Embora o autorismo na França não estivesse reduzido a esse grupo, logo a idéia se propagou pelo mundo. Os meios intelectuais e os nascentes estudos cinematográficos franceses tentaram inicialmente fazer fusões entre a política dos autores e a semiologia, mas pensadores como Michel Foucault e Roland Barthes começavam a popularizar a idéia da “morte do sujeito” e da “morte do autor”, dizendo que importava era o texto (e o filme) e seu leitor (e o espectador). A política dos autores surgia em consonância com algumas das ideias do existencialismo de Jean-Paul Sartre, mas concorria com a crítica ferrenha da ideia de autoria como a origem do sentido das obras de arte feita pelo estruturalismo desenvolvido a partir de Claude Lévi-Strauss e dos primeiros estudos de Foucault.

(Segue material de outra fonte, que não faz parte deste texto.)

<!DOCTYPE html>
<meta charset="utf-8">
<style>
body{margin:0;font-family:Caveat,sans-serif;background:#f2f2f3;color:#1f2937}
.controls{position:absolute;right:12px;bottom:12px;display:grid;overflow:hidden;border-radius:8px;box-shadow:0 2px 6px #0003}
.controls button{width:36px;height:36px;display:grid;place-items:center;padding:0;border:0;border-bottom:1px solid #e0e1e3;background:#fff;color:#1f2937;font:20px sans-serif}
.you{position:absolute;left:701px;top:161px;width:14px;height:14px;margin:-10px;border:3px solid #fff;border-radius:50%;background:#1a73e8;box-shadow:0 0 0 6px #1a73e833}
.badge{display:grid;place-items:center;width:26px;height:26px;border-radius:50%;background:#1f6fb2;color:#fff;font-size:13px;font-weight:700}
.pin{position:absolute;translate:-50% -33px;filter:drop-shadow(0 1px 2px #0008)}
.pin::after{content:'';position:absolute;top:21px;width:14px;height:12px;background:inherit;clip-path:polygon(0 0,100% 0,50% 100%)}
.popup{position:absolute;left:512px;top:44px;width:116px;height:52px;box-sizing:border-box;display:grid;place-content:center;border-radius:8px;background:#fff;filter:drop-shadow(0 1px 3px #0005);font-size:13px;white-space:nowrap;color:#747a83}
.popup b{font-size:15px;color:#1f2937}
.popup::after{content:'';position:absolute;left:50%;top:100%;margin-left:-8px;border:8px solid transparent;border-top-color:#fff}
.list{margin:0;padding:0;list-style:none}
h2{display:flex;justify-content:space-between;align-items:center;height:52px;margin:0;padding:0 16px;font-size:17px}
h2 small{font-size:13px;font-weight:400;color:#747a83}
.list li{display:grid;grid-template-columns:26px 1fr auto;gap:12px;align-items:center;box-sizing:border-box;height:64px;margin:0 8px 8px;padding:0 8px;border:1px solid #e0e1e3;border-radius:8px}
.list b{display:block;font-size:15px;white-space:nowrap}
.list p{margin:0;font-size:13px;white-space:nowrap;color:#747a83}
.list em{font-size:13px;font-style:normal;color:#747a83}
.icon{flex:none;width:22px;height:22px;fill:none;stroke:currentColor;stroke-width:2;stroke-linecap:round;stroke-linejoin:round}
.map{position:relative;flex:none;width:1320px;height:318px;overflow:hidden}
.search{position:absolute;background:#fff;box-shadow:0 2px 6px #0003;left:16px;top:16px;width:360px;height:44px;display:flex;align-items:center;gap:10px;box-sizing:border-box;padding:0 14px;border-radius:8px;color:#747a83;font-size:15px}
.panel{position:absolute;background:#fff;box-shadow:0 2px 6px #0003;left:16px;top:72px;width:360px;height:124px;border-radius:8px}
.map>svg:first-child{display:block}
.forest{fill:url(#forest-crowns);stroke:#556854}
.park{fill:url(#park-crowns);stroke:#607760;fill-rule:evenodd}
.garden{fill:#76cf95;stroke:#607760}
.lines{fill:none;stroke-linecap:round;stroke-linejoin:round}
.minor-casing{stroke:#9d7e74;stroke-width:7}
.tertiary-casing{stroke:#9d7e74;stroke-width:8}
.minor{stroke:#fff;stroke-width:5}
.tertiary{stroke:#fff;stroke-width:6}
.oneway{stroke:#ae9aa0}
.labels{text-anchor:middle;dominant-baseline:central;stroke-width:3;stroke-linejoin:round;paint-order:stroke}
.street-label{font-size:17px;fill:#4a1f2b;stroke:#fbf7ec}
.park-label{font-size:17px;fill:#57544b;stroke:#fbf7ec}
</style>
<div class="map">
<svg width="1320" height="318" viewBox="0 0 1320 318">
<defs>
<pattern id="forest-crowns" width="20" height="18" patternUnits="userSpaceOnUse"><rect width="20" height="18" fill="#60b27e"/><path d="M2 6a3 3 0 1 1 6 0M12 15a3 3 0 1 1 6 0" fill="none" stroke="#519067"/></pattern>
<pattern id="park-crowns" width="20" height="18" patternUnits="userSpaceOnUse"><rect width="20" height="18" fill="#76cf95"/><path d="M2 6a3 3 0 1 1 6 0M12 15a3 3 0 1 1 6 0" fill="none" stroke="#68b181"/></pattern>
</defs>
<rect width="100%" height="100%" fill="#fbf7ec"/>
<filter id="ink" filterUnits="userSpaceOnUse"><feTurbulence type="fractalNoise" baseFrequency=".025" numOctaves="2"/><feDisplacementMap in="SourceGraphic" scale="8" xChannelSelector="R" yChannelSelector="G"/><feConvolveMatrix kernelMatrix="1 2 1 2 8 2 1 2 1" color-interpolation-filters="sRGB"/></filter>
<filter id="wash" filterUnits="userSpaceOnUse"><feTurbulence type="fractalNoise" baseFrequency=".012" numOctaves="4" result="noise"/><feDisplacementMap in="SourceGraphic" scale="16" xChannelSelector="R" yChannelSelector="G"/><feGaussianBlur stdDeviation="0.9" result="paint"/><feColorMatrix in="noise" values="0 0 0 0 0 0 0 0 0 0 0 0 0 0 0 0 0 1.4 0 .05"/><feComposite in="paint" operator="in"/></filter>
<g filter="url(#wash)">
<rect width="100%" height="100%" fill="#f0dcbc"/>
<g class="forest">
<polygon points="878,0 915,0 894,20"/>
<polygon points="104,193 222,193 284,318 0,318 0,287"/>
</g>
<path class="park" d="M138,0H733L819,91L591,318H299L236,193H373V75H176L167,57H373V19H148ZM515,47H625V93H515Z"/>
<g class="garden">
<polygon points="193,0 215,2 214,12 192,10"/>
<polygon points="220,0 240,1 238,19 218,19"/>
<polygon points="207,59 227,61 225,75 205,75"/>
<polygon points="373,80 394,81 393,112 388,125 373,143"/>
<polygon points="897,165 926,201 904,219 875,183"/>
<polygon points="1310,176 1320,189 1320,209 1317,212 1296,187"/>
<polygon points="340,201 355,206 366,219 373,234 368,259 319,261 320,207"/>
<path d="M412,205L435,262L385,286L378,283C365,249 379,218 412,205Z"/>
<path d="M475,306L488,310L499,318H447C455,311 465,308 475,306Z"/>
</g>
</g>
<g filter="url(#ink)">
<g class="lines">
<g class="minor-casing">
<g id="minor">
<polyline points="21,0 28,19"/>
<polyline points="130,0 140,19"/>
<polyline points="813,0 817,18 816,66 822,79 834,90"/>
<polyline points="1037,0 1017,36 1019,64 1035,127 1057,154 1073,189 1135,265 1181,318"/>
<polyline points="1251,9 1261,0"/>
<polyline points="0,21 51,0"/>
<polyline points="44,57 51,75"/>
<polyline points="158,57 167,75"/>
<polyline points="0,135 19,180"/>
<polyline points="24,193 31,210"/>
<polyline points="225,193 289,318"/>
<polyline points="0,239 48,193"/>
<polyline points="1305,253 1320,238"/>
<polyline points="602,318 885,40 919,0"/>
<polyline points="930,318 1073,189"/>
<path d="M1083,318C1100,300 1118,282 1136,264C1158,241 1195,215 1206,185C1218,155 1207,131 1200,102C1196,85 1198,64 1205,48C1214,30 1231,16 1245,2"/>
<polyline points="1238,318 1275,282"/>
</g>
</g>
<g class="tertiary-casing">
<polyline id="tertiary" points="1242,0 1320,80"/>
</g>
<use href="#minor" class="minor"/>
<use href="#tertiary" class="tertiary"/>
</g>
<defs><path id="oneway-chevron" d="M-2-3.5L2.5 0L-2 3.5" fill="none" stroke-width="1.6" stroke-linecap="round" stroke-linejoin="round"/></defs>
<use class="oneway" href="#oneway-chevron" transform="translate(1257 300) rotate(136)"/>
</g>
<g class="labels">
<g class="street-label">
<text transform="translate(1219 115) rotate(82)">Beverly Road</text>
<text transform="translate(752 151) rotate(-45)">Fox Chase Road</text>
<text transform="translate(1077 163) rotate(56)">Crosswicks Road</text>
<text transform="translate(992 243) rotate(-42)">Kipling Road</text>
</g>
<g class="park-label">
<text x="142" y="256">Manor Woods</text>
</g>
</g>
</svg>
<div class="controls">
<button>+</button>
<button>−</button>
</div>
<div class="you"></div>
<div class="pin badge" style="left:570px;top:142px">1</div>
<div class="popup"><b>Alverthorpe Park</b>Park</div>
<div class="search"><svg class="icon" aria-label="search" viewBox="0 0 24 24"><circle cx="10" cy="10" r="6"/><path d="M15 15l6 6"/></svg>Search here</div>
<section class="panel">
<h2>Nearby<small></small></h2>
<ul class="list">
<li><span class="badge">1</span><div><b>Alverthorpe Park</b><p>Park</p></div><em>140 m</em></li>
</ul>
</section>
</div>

Mesmo nos meios da crítica, a ideia tinha seus opositores. O próprio Bazin achava que o cinema era um meio impuro demais para ser interpretado apenas com relação à figura do diretor e que, muitas vezes, as melhores coisas de um dado filme não vinham da mise em scène, mas da capacidade do próprio cinema de se tornar uma forma realista de ver o mundo. Importava mais o que o filme mostrava do mundo e menos o que ele mostrava de quem o havia feito. Finalmente contra o autor-diretor, erguia-se o autor-roteirista, inventor da trama mostrada e que era o sustentáculo dos grandes filmes de Hollywood.

A ideia original dos “jovens turcos” era romântica: o cinema como expressão subjetiva de quem o dirigiu. De fato, passariam da teoria à prática e realizariam seus próprios filmes, tornando-se eles próprios auteurs. Sua política dos autores virou uma poderosa moeda de troca e sobreviveu a eles, mas teve diferentes repercussões em outros países, como veremos nas próximas oportunidades.

4 comentários:

Hudson disse...

Lembro que após a morte de Bergman e Antonioni, muitos críticos trouxeram à tona o tema de "Cinema de Autor", questionando e sugerindo que com a morte dos dois mestres esse "autorismo" também morreria junto. Tese na qual discordo e tendo o belo texto e suas referências como base, podemos analizar por diversos prismas o que realmente é o "Cinema de Autor".

O que me causou um certo espanto foi saber que Truffaut considerava John Ford um diretor "artesão', o que não significa que ele não gostasse do cinema de Ford, é claro.

Excelente o texto, parabéns!

Anônimo disse...

Hudson, não sabia desse lance.

Acho que o Cinema de Autor não acabará e talvez se fortalecerá por causa das várias formas de acessos aos filmes.

Só que ele fará parte da segmentação que tá ocorrendo com o público do cinema.

Quero dizer que as formas de acessos aos filmes acabou por segmentar o público. Cada filme terá seu público, tanto faz se pelas telas da tevê ou pelas telas do cinema.

Por exemplo, se navegarmos pela Internet, vemos um público fiel ao Horror Europeu, que não tem espaço nas salas de cinema, mas é "distribuído" pela boa vontade dos fãs.

Enfim, ou relativizamos o sucesso ou não notaremos que muitos sucessos ocorrem embaixo dos nossos narizes.

Ah, o texto do blog tá muito bom.

Anônimo disse...

Hud
depois o Truffault mudou de ideia. com o avançar dos anos, Ford entrou no rol dos grandes diretores, mas isso foi quando o próprio francês já se lançava na carreira de diretor de cinema

Alessandro de Paula disse...

Queria ter dito antes, embora talvez tenha dito em outro espaço: brilhante este texto!